TO DO =
Output every entry exactly as written, but omit the pictures.

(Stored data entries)
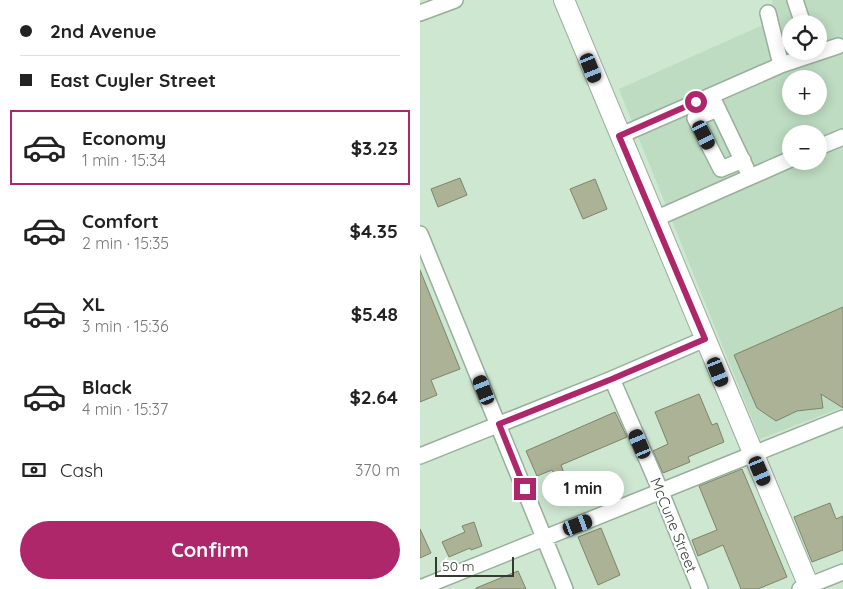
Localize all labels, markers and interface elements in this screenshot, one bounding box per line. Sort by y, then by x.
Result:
map controls [782,15,827,170]
button: locate [782,15,827,60]
text: 2nd Avenue [50,19,156,43]
car [578,51,603,85]
text: East Cuyler Street [50,68,216,92]
button: + [782,70,827,115]
route start [685,91,707,113]
car [690,118,717,152]
icon: car [22,125,67,170]
button: − [782,125,827,170]
text: Economy [82,126,166,150]
text: $3.23 [351,136,398,160]
text: 1 min · 15:34 [82,150,166,170]
icon: car [22,208,67,253]
text: Comfort [82,209,159,233]
text: $4.35 [350,219,398,243]
text: 2 min · 15:35 [82,233,169,253]
icon: car [22,291,67,336]
text: XL [82,292,105,316]
text: $5.48 [351,302,398,326]
text: 3 min · 15:36 [82,316,169,336]
car [705,355,730,389]
car [471,373,496,407]
icon: car [22,374,67,419]
text: Black [82,375,132,399]
text: $2.64 [349,385,398,409]
text: 4 min · 15:37 [82,399,168,419]
car [627,427,652,461]
car [747,454,772,488]
icon: cash [20,456,48,484]
text: Cash [60,458,104,482]
text: 370 m [355,460,400,480]
callout: 1 min [542,472,625,506]
street label: McCune Street [646,475,702,575]
route end [514,478,536,500]
text: 1 min [564,478,602,498]
car [561,513,594,537]
button: Confirm [20,521,400,579]
scale bar [435,554,514,577]
text: 50 m [442,557,475,575]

EXERCISE OUTPUT =
Localize all labels, markers and interface elements in this screenshot, one bounding box per line. Sort by y, then by x.
Result:
map controls [782,15,827,170]
button: locate [782,15,827,60]
text: 2nd Avenue [50,19,156,43]
car [578,51,603,85]
text: East Cuyler Street [50,68,216,92]
button: + [782,70,827,115]
route start [685,91,707,113]
car [690,118,717,152]
icon: car [22,125,67,170]
button: − [782,125,827,170]
text: Economy [82,126,166,150]
text: $3.23 [351,136,398,160]
text: 1 min · 15:34 [82,150,166,170]
icon: car [22,208,67,253]
text: Comfort [82,209,159,233]
text: $4.35 [350,219,398,243]
text: 2 min · 15:35 [82,233,169,253]
icon: car [22,291,67,336]
text: XL [82,292,105,316]
text: $5.48 [351,302,398,326]
text: 3 min · 15:36 [82,316,169,336]
car [705,355,730,389]
car [471,373,496,407]
icon: car [22,374,67,419]
text: Black [82,375,132,399]
text: $2.64 [349,385,398,409]
text: 4 min · 15:37 [82,399,168,419]
car [627,427,652,461]
car [747,454,772,488]
icon: cash [20,456,48,484]
text: Cash [60,458,104,482]
text: 370 m [355,460,400,480]
callout: 1 min [542,472,625,506]
street label: McCune Street [646,475,702,575]
route end [514,478,536,500]
text: 1 min [564,478,602,498]
car [561,513,594,537]
button: Confirm [20,521,400,579]
scale bar [435,554,514,577]
text: 50 m [442,557,475,575]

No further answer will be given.